## WORK ITEM
Please return all lines in the listing holding the word "with".

Content starts

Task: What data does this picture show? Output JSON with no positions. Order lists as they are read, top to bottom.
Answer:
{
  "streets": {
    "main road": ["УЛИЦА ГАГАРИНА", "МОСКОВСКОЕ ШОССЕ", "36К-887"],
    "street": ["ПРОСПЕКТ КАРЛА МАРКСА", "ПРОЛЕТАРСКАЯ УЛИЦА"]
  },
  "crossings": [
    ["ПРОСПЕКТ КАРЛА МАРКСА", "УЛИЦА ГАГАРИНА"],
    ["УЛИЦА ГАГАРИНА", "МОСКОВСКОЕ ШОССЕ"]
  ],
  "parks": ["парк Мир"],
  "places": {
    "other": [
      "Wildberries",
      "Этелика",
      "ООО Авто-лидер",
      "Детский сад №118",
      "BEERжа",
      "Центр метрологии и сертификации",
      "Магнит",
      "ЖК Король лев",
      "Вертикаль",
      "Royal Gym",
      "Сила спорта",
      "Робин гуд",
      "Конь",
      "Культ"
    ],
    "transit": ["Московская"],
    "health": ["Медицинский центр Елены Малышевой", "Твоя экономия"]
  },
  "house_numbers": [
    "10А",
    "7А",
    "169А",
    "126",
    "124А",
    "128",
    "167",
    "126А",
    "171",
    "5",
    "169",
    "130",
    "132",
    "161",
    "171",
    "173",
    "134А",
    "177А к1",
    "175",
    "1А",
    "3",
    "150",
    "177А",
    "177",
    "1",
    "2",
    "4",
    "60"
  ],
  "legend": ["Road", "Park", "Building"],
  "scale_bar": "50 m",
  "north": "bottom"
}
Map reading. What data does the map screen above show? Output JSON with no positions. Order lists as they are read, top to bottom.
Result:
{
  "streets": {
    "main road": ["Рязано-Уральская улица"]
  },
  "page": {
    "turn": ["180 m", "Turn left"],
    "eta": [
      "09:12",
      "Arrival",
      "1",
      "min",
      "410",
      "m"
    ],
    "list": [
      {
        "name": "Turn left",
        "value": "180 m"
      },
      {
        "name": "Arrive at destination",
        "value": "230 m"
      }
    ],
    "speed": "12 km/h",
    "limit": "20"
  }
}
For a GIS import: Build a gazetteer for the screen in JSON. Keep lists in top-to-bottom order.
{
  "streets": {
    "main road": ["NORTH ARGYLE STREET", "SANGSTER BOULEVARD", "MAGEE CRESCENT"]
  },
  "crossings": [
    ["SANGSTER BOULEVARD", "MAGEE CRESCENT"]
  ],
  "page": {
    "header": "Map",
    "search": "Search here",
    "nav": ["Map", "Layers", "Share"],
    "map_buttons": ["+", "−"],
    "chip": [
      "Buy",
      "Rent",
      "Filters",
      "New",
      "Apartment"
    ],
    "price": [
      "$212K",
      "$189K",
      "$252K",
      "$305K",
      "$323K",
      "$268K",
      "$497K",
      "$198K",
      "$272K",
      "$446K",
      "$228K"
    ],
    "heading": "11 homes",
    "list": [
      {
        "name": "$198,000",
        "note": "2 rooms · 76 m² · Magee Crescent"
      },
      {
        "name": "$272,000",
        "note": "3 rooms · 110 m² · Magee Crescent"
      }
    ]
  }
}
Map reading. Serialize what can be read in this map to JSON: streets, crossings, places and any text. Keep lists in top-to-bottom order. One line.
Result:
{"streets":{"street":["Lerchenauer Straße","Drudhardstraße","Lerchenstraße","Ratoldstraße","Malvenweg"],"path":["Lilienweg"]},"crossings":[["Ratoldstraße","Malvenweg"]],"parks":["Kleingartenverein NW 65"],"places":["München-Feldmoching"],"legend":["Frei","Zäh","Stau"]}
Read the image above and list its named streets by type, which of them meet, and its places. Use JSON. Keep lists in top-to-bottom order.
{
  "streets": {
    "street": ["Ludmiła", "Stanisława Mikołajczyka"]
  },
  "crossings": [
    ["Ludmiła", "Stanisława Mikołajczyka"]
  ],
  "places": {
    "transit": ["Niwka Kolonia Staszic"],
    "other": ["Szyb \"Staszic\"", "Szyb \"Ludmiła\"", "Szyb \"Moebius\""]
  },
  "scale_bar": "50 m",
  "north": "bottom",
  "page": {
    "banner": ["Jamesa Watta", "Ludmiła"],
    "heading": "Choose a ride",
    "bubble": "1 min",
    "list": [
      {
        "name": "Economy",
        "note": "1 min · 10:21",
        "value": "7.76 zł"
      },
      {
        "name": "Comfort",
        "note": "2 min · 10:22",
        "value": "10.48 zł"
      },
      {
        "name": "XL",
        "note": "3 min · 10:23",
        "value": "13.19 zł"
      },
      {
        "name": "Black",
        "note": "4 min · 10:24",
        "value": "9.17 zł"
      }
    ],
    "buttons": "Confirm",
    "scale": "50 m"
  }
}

Content ends

## EXERCISE OUTPUT
Task: What data does this picture show? Output JSON with no positions. Order lists as they are read, top to bottom.
Map reading. What data does the map screen above show? Output JSON with no positions. Order lists as they are read, top to bottom.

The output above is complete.